▶ [What the exercise asks]
Copy out only the span from the line with "Task: Build a" to the end of the data, both ends kept, word for word.

▶ [Records for this task]
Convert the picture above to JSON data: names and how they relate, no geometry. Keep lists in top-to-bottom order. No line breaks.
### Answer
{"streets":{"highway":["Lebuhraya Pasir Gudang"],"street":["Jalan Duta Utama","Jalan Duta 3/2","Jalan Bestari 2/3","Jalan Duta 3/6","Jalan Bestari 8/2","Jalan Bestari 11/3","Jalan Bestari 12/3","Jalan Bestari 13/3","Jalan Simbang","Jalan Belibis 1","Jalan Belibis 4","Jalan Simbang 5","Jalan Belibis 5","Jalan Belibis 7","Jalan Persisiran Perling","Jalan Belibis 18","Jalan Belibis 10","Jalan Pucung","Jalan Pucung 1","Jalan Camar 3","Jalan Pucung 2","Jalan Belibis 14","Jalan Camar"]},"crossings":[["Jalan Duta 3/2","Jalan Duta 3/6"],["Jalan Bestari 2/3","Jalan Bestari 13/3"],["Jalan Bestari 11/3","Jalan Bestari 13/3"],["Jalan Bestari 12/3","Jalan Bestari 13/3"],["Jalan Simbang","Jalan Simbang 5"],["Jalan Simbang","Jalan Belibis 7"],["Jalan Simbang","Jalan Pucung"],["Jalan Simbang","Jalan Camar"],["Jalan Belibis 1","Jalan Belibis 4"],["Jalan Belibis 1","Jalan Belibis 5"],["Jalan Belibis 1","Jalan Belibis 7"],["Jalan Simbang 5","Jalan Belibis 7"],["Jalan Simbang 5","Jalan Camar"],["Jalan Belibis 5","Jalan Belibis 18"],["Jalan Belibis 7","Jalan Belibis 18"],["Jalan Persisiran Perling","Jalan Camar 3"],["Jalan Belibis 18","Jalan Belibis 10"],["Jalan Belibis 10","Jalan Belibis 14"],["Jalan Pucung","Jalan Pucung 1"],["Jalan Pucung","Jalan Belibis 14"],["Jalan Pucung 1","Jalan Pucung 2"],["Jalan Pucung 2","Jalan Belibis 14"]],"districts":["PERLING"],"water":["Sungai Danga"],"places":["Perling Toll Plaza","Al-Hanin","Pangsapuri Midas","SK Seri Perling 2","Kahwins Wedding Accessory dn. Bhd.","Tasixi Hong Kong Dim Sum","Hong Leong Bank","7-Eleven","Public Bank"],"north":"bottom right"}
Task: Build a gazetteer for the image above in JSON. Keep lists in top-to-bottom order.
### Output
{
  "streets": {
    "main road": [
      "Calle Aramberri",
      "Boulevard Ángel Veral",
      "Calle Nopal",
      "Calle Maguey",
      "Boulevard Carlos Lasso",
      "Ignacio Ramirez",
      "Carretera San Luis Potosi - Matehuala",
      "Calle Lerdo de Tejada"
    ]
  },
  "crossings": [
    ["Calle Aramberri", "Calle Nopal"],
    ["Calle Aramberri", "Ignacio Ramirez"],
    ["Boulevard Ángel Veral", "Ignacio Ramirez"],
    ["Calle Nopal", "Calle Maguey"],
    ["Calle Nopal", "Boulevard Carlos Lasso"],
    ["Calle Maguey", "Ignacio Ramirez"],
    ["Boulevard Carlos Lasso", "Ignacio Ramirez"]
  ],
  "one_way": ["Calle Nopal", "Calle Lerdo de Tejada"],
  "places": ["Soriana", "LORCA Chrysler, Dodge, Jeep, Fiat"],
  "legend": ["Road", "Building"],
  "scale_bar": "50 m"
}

▶ [Task solution]
Task: Build a gazetteer for the image above in JSON. Keep lists in top-to-bottom order.
### Output
{
  "streets": {
    "main road": [
      "Calle Aramberri",
      "Boulevard Ángel Veral",
      "Calle Nopal",
      "Calle Maguey",
      "Boulevard Carlos Lasso",
      "Ignacio Ramirez",
      "Carretera San Luis Potosi - Matehuala",
      "Calle Lerdo de Tejada"
    ]
  },
  "crossings": [
    ["Calle Aramberri", "Calle Nopal"],
    ["Calle Aramberri", "Ignacio Ramirez"],
    ["Boulevard Ángel Veral", "Ignacio Ramirez"],
    ["Calle Nopal", "Calle Maguey"],
    ["Calle Nopal", "Boulevard Carlos Lasso"],
    ["Calle Maguey", "Ignacio Ramirez"],
    ["Boulevard Carlos Lasso", "Ignacio Ramirez"]
  ],
  "one_way": ["Calle Nopal", "Calle Lerdo de Tejada"],
  "places": ["Soriana", "LORCA Chrysler, Dodge, Jeep, Fiat"],
  "legend": ["Road", "Building"],
  "scale_bar": "50 m"
}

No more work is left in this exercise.